● TASK ITEM: Using the material that follows, work out how many lines include the word "canvas". Your answer should be that number only.

[SUPPLIED MATERIAL]

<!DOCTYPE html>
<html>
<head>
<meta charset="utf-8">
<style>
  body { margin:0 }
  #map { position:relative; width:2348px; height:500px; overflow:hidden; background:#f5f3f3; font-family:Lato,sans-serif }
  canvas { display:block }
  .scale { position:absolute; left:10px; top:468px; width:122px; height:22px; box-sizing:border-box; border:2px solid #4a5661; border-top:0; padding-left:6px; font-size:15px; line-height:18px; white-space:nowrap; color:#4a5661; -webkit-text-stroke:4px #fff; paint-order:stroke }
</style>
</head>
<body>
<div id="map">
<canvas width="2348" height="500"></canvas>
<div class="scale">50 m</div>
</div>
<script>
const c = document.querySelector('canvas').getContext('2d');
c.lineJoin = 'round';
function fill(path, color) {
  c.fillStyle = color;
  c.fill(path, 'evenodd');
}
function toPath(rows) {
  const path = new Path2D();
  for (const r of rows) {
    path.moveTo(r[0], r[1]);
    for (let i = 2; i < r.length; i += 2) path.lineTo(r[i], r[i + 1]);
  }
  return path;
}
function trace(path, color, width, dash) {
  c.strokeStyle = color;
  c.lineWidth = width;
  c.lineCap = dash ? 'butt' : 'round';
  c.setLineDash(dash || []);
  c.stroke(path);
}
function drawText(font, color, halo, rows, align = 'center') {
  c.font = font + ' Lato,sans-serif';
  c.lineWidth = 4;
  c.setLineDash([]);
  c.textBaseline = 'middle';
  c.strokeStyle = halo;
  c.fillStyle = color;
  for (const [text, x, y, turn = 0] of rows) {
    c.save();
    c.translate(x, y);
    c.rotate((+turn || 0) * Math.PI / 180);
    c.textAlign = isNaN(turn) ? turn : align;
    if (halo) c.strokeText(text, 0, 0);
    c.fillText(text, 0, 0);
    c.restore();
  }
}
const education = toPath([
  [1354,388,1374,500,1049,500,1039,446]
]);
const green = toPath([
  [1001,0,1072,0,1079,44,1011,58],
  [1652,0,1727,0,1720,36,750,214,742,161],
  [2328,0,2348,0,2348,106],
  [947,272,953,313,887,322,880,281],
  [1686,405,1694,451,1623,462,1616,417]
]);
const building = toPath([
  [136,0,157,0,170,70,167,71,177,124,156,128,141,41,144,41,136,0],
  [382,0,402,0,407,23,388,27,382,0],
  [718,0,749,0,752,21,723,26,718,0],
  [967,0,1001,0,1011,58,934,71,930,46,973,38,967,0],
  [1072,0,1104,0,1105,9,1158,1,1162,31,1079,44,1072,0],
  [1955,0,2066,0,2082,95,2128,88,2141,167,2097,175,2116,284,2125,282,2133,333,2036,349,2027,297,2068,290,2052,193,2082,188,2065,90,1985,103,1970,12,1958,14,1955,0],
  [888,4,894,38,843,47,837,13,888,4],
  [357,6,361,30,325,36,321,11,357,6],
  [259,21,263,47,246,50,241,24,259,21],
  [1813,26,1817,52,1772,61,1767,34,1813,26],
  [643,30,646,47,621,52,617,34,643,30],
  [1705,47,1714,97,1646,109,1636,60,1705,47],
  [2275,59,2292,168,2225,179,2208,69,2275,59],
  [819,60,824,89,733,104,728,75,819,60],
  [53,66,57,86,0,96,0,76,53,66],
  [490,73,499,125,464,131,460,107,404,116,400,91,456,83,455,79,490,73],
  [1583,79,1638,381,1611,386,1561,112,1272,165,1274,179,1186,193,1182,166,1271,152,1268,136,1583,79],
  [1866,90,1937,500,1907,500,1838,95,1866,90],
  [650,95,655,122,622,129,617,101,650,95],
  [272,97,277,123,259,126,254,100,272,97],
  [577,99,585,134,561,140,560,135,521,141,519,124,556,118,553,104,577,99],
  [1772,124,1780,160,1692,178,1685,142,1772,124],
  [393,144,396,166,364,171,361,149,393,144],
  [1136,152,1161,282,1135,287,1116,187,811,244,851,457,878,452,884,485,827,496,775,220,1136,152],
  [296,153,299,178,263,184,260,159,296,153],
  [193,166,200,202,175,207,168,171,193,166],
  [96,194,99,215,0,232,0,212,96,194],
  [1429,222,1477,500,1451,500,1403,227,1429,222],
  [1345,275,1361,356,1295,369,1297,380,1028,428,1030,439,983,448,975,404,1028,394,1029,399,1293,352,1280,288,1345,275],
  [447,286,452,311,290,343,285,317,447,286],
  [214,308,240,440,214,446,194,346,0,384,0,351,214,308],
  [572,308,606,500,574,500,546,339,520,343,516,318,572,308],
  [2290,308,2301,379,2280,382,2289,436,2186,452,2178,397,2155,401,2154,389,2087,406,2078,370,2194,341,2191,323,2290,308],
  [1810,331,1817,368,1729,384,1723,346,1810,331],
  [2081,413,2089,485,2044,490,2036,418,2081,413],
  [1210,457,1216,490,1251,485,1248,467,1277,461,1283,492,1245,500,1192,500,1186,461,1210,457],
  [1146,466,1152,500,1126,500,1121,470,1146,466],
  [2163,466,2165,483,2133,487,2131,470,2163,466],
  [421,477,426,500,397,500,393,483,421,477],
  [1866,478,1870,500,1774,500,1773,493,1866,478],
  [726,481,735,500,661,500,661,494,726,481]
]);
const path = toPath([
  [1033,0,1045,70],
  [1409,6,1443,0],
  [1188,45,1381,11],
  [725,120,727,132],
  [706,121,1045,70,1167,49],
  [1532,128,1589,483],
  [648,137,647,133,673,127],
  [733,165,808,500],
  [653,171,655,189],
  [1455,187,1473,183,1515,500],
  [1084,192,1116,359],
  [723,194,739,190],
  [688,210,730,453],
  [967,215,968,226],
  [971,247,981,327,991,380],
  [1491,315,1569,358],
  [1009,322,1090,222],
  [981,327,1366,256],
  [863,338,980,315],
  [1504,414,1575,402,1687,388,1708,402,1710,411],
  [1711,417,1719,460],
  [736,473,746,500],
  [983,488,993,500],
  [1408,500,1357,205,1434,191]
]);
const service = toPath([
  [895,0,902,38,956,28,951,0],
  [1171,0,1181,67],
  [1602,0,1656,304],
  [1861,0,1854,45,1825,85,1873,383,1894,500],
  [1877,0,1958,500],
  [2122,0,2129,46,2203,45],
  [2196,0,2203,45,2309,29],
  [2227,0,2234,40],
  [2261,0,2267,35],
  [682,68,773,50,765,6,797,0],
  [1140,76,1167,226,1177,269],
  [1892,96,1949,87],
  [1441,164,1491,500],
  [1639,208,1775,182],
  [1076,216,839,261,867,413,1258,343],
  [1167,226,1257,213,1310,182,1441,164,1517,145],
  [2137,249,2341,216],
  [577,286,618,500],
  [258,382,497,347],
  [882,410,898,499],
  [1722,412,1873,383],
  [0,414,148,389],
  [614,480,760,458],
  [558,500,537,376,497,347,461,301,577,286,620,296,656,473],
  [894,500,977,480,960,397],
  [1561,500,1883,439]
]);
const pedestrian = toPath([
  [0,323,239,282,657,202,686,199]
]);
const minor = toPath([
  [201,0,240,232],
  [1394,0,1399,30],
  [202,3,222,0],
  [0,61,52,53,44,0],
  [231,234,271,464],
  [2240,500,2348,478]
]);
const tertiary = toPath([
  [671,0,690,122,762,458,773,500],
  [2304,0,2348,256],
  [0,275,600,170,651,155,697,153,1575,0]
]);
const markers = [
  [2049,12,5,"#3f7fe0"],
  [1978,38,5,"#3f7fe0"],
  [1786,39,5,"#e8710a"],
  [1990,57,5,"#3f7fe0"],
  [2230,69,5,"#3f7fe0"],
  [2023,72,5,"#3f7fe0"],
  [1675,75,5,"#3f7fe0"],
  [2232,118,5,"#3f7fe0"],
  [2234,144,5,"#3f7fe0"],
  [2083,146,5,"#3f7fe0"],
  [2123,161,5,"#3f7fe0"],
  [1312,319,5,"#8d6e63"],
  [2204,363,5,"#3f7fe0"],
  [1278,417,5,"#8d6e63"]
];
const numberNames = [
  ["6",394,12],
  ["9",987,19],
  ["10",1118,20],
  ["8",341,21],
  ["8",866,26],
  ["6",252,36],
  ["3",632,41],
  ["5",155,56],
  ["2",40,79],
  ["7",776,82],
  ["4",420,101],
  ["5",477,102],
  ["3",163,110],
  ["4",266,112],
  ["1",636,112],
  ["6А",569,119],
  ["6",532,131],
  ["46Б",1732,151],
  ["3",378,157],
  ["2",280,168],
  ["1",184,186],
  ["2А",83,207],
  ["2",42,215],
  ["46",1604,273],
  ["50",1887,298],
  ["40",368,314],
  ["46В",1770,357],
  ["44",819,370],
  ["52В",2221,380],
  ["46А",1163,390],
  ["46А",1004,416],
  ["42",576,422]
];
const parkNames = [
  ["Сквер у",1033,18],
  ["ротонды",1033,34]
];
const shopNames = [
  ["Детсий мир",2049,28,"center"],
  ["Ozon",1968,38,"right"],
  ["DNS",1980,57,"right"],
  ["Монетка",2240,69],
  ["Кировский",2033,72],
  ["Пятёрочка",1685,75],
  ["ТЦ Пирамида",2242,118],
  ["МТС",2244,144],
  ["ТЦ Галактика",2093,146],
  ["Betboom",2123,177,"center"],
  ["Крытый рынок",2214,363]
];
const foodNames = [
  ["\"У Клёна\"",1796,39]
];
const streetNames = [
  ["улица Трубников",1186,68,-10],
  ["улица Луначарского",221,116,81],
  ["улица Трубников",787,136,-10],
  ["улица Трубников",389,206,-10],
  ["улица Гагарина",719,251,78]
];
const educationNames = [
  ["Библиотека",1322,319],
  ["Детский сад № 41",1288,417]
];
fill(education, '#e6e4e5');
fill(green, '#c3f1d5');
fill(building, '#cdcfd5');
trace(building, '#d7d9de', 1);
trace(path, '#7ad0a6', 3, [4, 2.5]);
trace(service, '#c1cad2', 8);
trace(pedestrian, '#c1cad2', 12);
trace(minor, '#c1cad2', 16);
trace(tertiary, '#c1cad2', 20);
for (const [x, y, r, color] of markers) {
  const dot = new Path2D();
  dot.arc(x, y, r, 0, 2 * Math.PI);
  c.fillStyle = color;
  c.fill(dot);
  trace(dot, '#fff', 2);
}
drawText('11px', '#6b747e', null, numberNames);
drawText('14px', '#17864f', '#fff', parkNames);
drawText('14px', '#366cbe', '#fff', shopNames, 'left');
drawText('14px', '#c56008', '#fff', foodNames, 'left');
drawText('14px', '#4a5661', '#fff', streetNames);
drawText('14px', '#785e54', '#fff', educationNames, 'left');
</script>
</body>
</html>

[/SUPPLIED MATERIAL]

● ANSWER TO THIS EXERCISE: 3